As for the software part, FT-1500A runs Linux kylin v3.14.0 and supports the OpenMP programming model (v3.1). But it has no support of OpenCL yet, which prevents us from running the OpenCL-compatible software. Therefore, we take FT-1500A as a case to demonstrate how we customize OpenCL on an ARMv8 multi-core CPU.

## III. DESIGN AND IMPLEMENTATION

In this section, we present the design and the implementation details of OpenCL on FT-1500A. The overall design is shown in Figure 2. Our compiling infrastructure on FT-1500A consists of two parts: the kernel compiler and the runtime system (Section III-B and III-C). The kernel compiler aims to compile the kernels into device-specific binaries, whereas the runtime implements the OpenCL APIs [9].

### A. Overall Mapping

The OpenCL standard allows targeting a large range of accelerating architectures using a single unified programming interface and language. This is achieved by efficiently mapping the OpenCL platform model (Section II-A) to the underlying hardware. Overall, we map each hardware core as a compute unit, each of which further has one processing element. Note that the processing element can deal with a 128-bit vector one time. In this way, work-groups in the NDRange are scheduled to different cores and run in a concurrent manner. All the work-items in the same work-group are executed on the same core sequentially [8]. We



Figure 2. The compiling infrastructure on FT-1500A: (a) shows the overall framework, and (b) showcases an example of performing the work-item loop transformation.

choose not to execute a work-item on a core and map the work-items of a work-group onto multiple cores, because a significant context switching overhead would be introduced.

OpenCL defines a hierarchical device memory model: private memory, local memory, constant memory, and global memory (Section II-A). All the memory regions are allocated in the main memory. Since only one work-group is active on a core, we allocate one local memory per core and reuse it for all the work-groups. This approach reduces off-chip memory bandwidth usage, efficiently utilizes caches, and saves expensive allocations [9]. Besides, constant buffers are marked read-only by our runtime system.

#### B. Kernel Compiler

Many researchers have proposed compilation techniques for OpenCL kernels to CPUs, where work-groups are scheduled to run on distinct hardware threads [9, 14, 15, 16, 17, 20]. Further, scheduling work-items within a work-group to execute on a hardware thread is done either by wrapping a region with a *work-item loop* [14, 16, 17, 20], or by using *user-level threads* [9]. In this context, we use the *work-item-loop* scheduling approach for reduced overheads. Figure 2(b) shows an example kernel function before and after performing the work-item loop transformation. This is achieved by using nested loops around the kernel body to replace the execution of work-items within a work-group.

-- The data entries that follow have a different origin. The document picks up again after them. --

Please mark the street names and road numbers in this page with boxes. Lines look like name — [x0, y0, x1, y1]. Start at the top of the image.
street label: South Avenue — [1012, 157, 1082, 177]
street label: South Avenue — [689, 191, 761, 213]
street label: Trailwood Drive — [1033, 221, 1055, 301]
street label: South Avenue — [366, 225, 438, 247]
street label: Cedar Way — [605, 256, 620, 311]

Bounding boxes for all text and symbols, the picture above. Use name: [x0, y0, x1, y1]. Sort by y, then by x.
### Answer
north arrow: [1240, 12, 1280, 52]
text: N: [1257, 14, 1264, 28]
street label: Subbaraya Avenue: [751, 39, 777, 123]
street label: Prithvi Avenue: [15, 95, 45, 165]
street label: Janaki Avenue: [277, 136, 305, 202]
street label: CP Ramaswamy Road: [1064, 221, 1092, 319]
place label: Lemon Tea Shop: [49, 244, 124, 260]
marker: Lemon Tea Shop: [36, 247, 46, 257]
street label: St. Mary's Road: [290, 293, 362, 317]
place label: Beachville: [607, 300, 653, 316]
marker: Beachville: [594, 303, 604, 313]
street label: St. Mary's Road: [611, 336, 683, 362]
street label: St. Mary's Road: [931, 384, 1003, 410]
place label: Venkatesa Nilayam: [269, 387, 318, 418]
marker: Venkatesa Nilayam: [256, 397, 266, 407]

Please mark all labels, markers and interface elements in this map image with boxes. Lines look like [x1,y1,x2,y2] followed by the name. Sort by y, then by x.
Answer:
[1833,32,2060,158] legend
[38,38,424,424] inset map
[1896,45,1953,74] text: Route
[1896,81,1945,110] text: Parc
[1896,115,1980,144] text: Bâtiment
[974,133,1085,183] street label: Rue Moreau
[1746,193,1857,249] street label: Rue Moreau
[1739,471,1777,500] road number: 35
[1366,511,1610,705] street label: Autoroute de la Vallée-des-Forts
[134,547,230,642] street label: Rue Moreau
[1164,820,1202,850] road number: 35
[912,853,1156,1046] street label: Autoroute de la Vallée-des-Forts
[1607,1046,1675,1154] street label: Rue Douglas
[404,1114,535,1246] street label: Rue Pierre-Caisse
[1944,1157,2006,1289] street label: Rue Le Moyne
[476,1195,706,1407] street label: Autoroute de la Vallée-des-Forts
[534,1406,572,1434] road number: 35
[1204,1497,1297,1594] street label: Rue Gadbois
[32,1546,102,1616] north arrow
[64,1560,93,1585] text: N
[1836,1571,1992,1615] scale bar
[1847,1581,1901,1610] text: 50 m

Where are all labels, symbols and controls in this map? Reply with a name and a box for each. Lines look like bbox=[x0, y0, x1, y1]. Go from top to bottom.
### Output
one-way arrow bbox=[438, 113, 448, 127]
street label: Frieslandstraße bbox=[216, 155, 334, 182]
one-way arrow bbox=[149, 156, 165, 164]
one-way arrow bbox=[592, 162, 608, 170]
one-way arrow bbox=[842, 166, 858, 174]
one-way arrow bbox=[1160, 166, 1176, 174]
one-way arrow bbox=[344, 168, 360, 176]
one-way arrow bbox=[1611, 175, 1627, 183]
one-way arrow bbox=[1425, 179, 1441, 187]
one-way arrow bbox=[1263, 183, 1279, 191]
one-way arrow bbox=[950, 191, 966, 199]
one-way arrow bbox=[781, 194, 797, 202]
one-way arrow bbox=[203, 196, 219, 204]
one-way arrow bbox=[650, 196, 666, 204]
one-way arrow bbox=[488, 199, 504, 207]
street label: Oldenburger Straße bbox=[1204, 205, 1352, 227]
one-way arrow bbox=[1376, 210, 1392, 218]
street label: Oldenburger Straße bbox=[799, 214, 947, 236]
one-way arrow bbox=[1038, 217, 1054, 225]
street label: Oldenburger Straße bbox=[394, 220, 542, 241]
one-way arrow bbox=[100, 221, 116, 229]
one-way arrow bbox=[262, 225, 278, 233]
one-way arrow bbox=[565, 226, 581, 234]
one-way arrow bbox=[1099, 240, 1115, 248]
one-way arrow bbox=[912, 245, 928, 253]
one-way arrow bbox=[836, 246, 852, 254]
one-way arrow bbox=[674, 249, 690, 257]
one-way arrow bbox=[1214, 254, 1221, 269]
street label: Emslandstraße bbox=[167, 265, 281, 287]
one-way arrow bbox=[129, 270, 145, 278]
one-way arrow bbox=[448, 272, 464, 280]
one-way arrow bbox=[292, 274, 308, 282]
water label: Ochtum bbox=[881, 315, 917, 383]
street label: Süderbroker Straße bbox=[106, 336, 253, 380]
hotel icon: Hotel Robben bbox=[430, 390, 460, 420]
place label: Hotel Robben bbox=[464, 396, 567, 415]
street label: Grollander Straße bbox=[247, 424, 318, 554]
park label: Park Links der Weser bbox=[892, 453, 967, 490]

Figure 2(a) shows how we transform application kernels into device-specific binaries on FT-1500A. The compiler uses a C front-end along with the LLVM framework with extensions to support OpenCL. Thus, our compiler takes an OpenCL C kernel as input and translates it into the LLVM IR format for a single work-item (WIF LLVM-IR). This IR kernel is then transformed into work-item loops (WIL LLVM-IR), as illustrated in Figure 2(b). The LLVM-IR is

then optimized using standard optimization passes provided in LLVM [9]. Finally, the target binary is generated with LLVM-AS and the system linker.

When producing WIL, we have to respect the synchronization semantics of the work-group *barriers* inside the kernel source code [17]. In this work, we partition the code with barriers into separate *regions*. Each code region is transformed into a WIL and scheduled to run in parallel. At the same time, the work-item loops are annotated with LLVM metadata that retains the information of parallel iterations. In this way, we can exploit the metadata and rely on the mature compiler infrastructure to optimize WIL.

#### C. Runtime System

The runtime system needs to implement the OpenCL APIs: the context APIs, the buffer APIs, the kernel APIs, and the synchronization APIs (Figure 2(a)). The interaction between host and device is performed in terms of commands, which are broadly categorized into kernel execution commands, data transferring commands and synchronization commands. The host issues commands to devices, and the commands are put into command queues. Devices fetch commands from the queue and perform the corresponding actions to finish the offloading work. Specifically, data transferring commands are executed on the device using the memcpy () function. Thus, executing this command is that we move data elements from one buffer to another in the main memory of FT-1500A. When executing kernel commands, the host will launch the kernel function and dispatch the predefined work-groups onto the spawned threads (and hardware cores). Our API implementations of the OpenCL framework are generic in C/C++, and thus are portable [17]. The runtime system calls the kernel compiler when building kernel code and right before launching kernels.



Figure 3. Comparing the compiling overheads on FT-1500A and E5-2620.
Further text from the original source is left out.